Your reply should be the entries, output word for word, with each picture omitted.

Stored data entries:
Segment Open
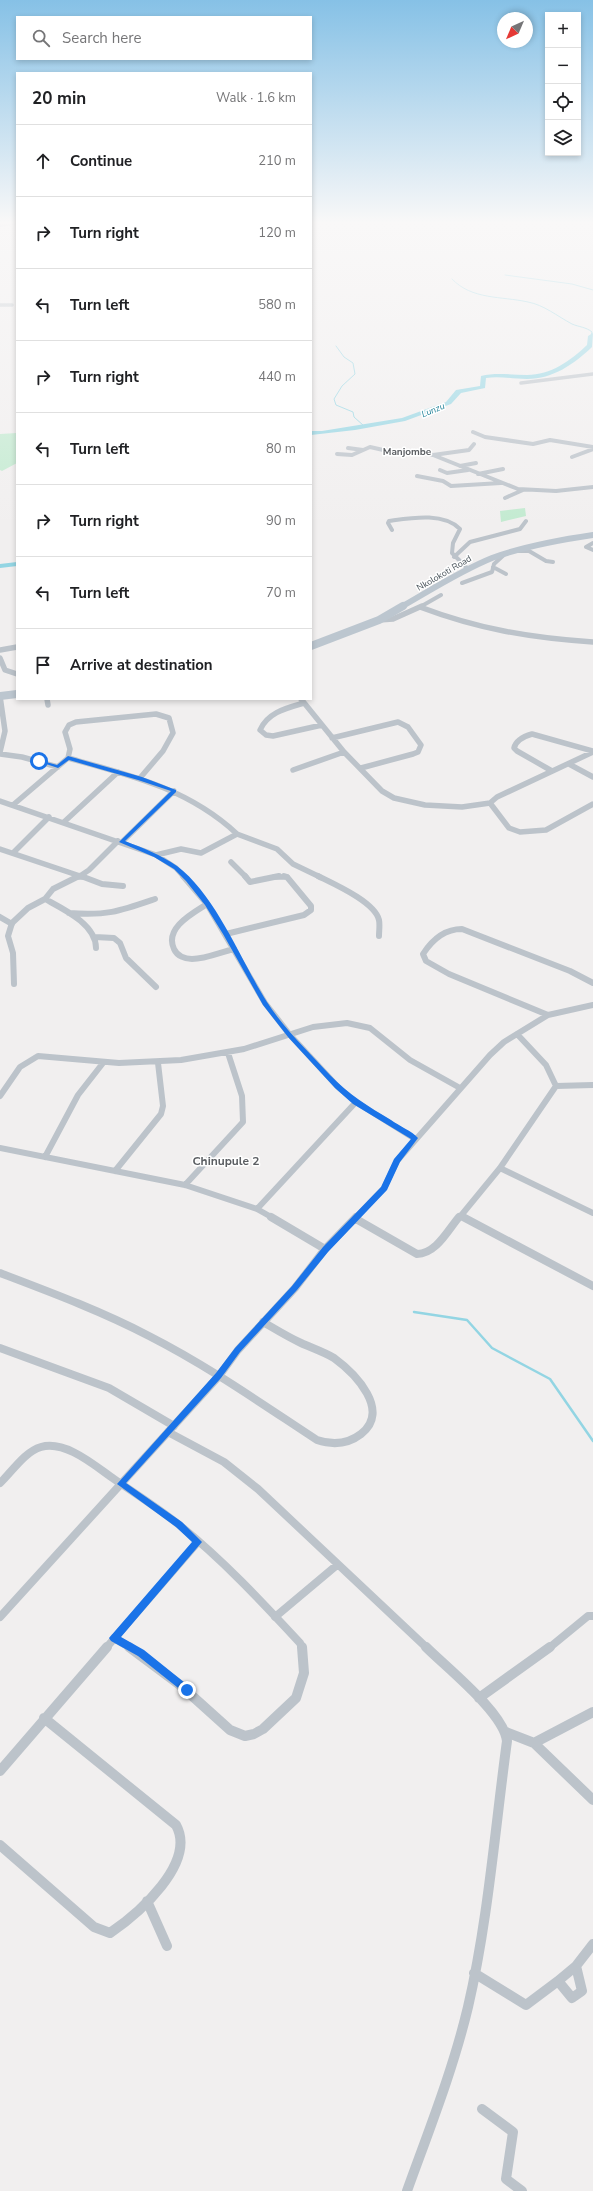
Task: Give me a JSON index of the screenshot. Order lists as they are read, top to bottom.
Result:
{
  "streets": {
    "main road": ["Nkolokoti Road"]
  },
  "districts": ["Manjombe", "Chinupule 2"],
  "water": ["Lunzu"],
  "north": "bottom left",
  "page": {
    "map_buttons": ["+", "−"],
    "search": "Search here",
    "heading": ["20 min", "Walk · 1.6 km"],
    "list": [
      ["Continue", "210 m"],
      ["Turn right", "120 m"],
      ["Turn left", "580 m"],
      ["Turn right", "440 m"],
      ["Turn left", "80 m"],
      ["Turn right", "90 m"],
      ["Turn left", "70 m"],
      "Arrive at destination"
    ]
  }
}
Segment Closed
Result for this task:
Task: Give me a JSON index of the screenshot. Order lists as they are read, top to bottom.
Result:
{
  "streets": {
    "main road": ["Nkolokoti Road"]
  },
  "districts": ["Manjombe", "Chinupule 2"],
  "water": ["Lunzu"],
  "north": "bottom left",
  "page": {
    "map_buttons": ["+", "−"],
    "search": "Search here",
    "heading": ["20 min", "Walk · 1.6 km"],
    "list": [
      ["Continue", "210 m"],
      ["Turn right", "120 m"],
      ["Turn left", "580 m"],
      ["Turn right", "440 m"],
      ["Turn left", "80 m"],
      ["Turn right", "90 m"],
      ["Turn left", "70 m"],
      "Arrive at destination"
    ]
  }
}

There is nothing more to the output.